• What is needed: If a line in the data holds "bottom", copy that line out in full.

• Supplied records:
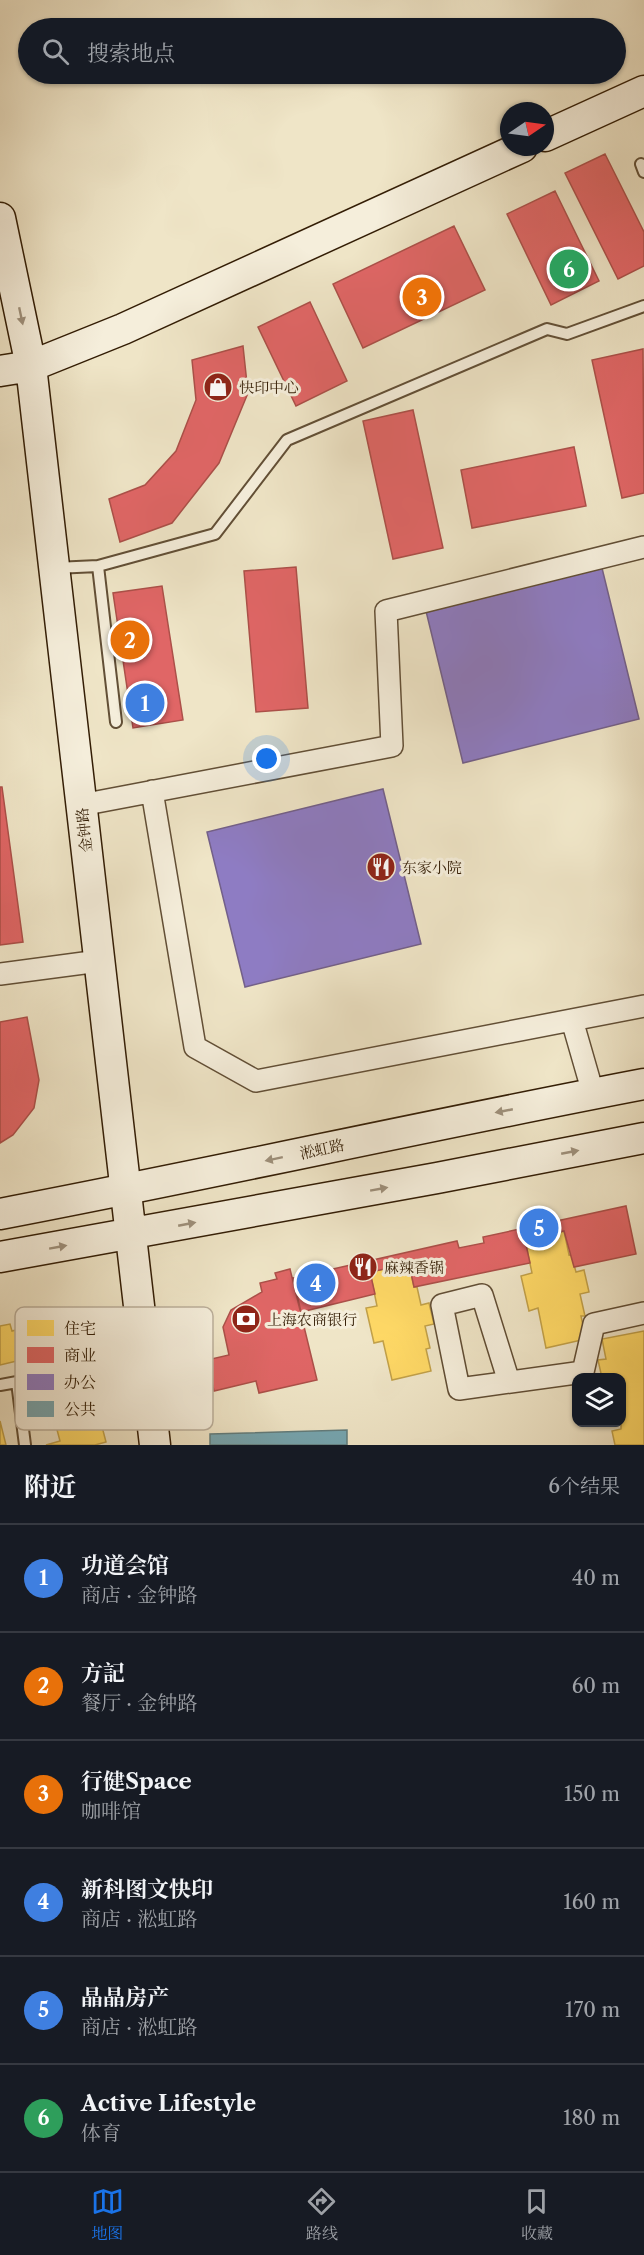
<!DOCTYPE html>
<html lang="zh">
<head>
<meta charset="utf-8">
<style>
  :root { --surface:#171b24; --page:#242831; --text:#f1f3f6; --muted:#9ea1a6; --line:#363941; --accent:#1a73e8 }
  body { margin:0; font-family:"Libre Caslon Text","Noto Serif SC",serif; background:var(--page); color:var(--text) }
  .controls { position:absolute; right:18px; bottom:18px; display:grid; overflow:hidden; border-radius:12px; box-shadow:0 2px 4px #0004 }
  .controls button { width:54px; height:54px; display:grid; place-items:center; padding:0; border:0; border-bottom:2px solid var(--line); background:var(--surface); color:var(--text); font:30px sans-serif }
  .compass { position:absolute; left:500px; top:102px; width:54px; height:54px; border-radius:50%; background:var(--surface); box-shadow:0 2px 4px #0004; rotate:77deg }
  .you { position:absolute; left:267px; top:759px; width:21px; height:21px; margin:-15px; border:4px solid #fff; border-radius:50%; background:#1a73e8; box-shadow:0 0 0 9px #1a73e833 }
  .badge { display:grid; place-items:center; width:39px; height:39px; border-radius:50%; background:var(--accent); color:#fff; font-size:20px; font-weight:700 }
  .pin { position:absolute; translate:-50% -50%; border:3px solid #fff; box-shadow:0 2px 6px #0006 }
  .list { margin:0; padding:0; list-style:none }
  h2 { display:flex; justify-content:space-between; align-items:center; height:78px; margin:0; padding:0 24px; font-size:26px }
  h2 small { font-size:20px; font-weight:400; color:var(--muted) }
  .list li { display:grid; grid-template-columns:39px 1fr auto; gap:18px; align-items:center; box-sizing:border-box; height:108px; padding:0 24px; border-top:2px solid var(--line) }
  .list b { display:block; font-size:22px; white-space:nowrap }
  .list p { margin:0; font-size:20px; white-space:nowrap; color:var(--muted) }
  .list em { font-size:20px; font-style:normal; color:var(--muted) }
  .icon { flex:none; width:33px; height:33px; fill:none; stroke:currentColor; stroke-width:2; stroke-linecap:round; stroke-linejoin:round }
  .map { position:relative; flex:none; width:644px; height:1445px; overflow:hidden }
  .search { position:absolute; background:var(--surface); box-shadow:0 2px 4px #0004; left:18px; right:18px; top:18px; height:66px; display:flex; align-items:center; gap:15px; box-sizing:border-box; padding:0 21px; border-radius:33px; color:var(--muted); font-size:22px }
  .sheet { height:726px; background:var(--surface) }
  nav { display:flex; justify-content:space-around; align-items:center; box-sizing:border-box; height:84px; border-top:2px solid var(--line); background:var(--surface); font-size:16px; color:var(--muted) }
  nav a { display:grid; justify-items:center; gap:3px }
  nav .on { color:var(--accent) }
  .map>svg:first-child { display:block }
</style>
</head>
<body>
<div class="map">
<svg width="644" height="1445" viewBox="0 0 644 1445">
  <rect width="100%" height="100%" fill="#efe5c7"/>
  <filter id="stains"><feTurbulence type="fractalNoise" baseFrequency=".00333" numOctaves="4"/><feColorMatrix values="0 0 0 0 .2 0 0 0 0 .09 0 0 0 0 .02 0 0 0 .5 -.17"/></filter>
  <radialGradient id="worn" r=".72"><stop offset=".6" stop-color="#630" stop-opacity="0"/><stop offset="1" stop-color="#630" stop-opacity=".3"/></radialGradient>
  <path fill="#ffd966" stroke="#c2a149" stroke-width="1.5" d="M 564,1231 L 569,1255 L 571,1254 L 576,1272 L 584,1270 L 589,1292 L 580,1294 L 585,1316 L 581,1316 L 586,1339 L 546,1348 L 538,1308 L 529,1311 L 521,1276 L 532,1273 L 525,1240 Z
    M 409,1264 L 414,1287 L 417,1287 L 421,1305 L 429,1303 L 434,1324 L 425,1326 L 430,1348 L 426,1349 L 431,1371 L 392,1380 L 383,1341 L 374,1343 L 366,1308 L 377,1306 L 370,1272 Z
    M 44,1323 L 48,1338 L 74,1331 L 84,1369 L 54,1377 L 50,1361 L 23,1368 L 21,1360 L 0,1365 L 0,1326 L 10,1324 L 12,1331 Z
    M 644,1331 L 644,1445 L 615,1445 L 612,1431 L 621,1429 L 622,1378 L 602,1378 L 598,1360 L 606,1359 L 602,1339 Z
    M 88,1373 L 106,1442 L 95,1445 L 46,1445 L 60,1441 L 45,1384 Z
    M 0,1421 L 6,1445 L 0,1445 Z"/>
  <path fill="#e06666" stroke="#ac5049" stroke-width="1.5" d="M 605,154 L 644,232 L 644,266 L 618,279 L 565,173 Z
    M 555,191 L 599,281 L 551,305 L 507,214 Z
    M 454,226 L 485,290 L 363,348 L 333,284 Z
    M 310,302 L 347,381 L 296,406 L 258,327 Z
    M 243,346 L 248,393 L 219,463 L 172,523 L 120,542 L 109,499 L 145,485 L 176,451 L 196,400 L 192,360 Z
    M 643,349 L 644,493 L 622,498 L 592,360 Z
    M 413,410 L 443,548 L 393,559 L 363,421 Z
    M 574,447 L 586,506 L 472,528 L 461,470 Z
    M 296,567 L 308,708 L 256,712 L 244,571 Z
    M 162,586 L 183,720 L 133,728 L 113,593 Z
    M 0,787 L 2,787 L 23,942 L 0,945 Z
    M 27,1017 L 39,1080 L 34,1108 L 13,1135 L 0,1143 L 0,1022 Z
    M 626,1206 L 636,1254 L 574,1267 L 564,1231 L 525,1240 L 530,1263 L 414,1287 L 409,1264 L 370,1272 L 375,1294 L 301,1312 L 293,1278 L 457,1241 L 459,1248 L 484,1243 L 483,1237 Z
    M 290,1269 L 317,1380 L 259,1393 L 256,1381 L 214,1391 L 207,1360 L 229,1355 L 223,1327 L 231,1310 L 262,1292 L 260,1283 L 277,1279 L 275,1273 Z"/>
  <path fill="#8e7cc3" stroke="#73608a" stroke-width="1.5" d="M 601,564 L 639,719 L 463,763 L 425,607 Z
    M 383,789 L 421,944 L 245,987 L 207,832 Z"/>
  <path fill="#76a5af" stroke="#627c7c" stroke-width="1.5" d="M 347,1430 L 347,1445 L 210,1445 L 210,1434 Z"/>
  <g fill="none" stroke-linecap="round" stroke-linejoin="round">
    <g stroke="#624f36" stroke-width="14">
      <path id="lane" d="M 641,164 L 644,172
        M 98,566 L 215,534 L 287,440 L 547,329 L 567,334 L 644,306
        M 55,568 L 98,566 L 116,722
        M 0,1385 L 17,1382 L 25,1445"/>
    </g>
    <g stroke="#624f36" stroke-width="24">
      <path id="street" d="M 152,791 L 195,1047 L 256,1081 L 644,1006
        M 81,805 L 392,746 L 386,611 L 644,547
        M 0,974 L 99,961
        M 572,1020 L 593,1093
        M 509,1382 L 482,1295 L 442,1305 L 459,1389 L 583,1372 L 594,1324 L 644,1313"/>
    </g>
    <g stroke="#331d05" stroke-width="33">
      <path id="secondary" d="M 545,136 L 644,91
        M 0,218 L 31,366 L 155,1445
        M 0,371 L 31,366 L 123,329 L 522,147
        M 0,1214 C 215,1173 429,1125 644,1084
        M 0,1257 L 437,1178 L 644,1138"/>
    </g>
    <use href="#lane" stroke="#f5eedb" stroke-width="10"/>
    <use href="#street" stroke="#f5eedb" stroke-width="21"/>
    <use href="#secondary" stroke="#f5eedb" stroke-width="30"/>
  </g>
  <defs><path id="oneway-solid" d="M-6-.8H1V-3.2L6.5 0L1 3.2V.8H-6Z" transform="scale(1.5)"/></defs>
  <g fill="#9e907b">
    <use href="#oneway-solid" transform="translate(21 316) rotate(78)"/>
    <use href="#oneway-solid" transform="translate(504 1111) rotate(169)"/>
    <use href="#oneway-solid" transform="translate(570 1152) rotate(-11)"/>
    <use href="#oneway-solid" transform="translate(274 1159) rotate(168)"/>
    <use href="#oneway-solid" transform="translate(379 1189) rotate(-10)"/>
    <use href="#oneway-solid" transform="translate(187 1224) rotate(-11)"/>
    <use href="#oneway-solid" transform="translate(58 1247) rotate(-10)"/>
  </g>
  <defs>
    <g id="shop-disc" transform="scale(1.5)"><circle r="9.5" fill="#8f2418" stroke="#f5eedb"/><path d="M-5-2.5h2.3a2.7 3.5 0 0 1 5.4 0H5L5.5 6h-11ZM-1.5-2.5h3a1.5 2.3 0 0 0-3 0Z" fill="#fff"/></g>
    <g id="restaurant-disc" transform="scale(1.5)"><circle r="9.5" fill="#8f2418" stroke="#f5eedb"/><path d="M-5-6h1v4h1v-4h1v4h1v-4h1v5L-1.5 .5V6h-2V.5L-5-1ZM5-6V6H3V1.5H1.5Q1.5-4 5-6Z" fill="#fff"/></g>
    <g id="bank-disc" transform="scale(1.5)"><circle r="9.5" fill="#8f2418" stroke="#f5eedb"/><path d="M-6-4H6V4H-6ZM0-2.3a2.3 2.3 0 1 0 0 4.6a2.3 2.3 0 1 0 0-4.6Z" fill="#fff"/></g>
  </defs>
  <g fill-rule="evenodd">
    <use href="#shop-disc" x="218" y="387"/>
    <use href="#restaurant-disc" x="381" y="867"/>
    <use href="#restaurant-disc" x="363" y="1267"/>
    <use href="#bank-disc" x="246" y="1319"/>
  </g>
  <g text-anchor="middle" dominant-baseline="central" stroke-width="6" stroke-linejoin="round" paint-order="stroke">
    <g font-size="15" fill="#331d05" stroke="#f5eedb" text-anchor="start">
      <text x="239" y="387">快印中心</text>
      <text x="402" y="867">东家小院</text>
      <text x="384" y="1267">麻辣香锅</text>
      <text x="267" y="1319">上海农商银行</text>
    </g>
    <g font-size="15" fill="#331d05" stroke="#f5eedb">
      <text transform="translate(84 830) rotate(-96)">金钟路</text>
      <text transform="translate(322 1149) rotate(-12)">淞虹路</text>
    </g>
  </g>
  <rect x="15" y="1307" width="198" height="123" rx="9" fill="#f5eedb" stroke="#bbaf9b" stroke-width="1.5"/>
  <rect x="27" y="1320" width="27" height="16" fill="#ffd966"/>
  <rect x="27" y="1347" width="27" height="16" fill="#e06666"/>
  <rect x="27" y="1374" width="27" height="16" fill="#8e7cc3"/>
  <rect x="27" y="1401" width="27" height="16" fill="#76a5af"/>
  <g font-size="16" fill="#331d05">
    <text x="64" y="1334">住宅</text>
    <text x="64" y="1361">商业</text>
    <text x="64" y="1388">办公</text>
    <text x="64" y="1415">公共</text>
  </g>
  <rect width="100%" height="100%" filter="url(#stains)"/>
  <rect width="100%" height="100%" fill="url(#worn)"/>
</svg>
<div class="controls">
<button><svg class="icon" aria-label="layers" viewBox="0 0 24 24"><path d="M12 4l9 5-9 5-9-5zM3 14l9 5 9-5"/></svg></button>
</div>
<svg class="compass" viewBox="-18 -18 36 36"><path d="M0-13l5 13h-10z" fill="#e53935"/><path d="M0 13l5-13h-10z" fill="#9ea1a6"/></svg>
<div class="you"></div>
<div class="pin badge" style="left:145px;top:703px;background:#3f7fe0">1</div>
<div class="pin badge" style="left:130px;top:640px;background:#e8710a">2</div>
<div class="pin badge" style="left:422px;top:297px;background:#e8710a">3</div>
<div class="pin badge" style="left:316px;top:1283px;background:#3f7fe0">4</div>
<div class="pin badge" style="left:539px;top:1228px;background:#3f7fe0">5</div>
<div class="pin badge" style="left:569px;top:269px;background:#2e9e5b">6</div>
<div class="search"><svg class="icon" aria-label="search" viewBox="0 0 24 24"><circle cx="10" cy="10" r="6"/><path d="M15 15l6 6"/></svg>搜索地点</div>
</div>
<section class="sheet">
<h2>附近<small>6个结果</small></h2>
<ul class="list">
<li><span class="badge" style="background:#3f7fe0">1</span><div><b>功道会馆</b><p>商店 · 金钟路</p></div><em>40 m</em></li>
<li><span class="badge" style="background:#e8710a">2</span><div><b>方記</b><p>餐厅 · 金钟路</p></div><em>60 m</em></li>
<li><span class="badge" style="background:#e8710a">3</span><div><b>行健Space</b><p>咖啡馆</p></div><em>150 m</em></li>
<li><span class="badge" style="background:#3f7fe0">4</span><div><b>新科图文快印</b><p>商店 · 淞虹路</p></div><em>160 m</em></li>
<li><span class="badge" style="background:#3f7fe0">5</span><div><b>晶晶房产</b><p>商店 · 淞虹路</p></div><em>170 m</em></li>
<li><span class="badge" style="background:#2e9e5b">6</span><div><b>Active Lifestyle</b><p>体育</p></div><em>180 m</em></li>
</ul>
</section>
<nav>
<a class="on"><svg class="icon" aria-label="map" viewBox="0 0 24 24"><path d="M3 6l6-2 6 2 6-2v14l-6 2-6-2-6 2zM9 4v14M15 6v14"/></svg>地图</a>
<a><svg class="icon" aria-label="directions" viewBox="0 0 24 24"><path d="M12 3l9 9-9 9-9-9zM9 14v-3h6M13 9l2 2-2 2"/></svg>路线</a>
<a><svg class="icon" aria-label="saved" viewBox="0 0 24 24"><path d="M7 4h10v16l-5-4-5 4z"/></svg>收藏</a>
</nav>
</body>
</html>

• Solution to this task:
  .controls { position:absolute; right:18px; bottom:18px; display:grid; overflow:hidden; border-radius:12px; box-shadow:0 2px 4px #0004 }
  .controls button { width:54px; height:54px; display:grid; place-items:center; padding:0; border:0; border-bottom:2px solid var(--line); background:var(--surface); color:var(--text); font:30px sans-serif }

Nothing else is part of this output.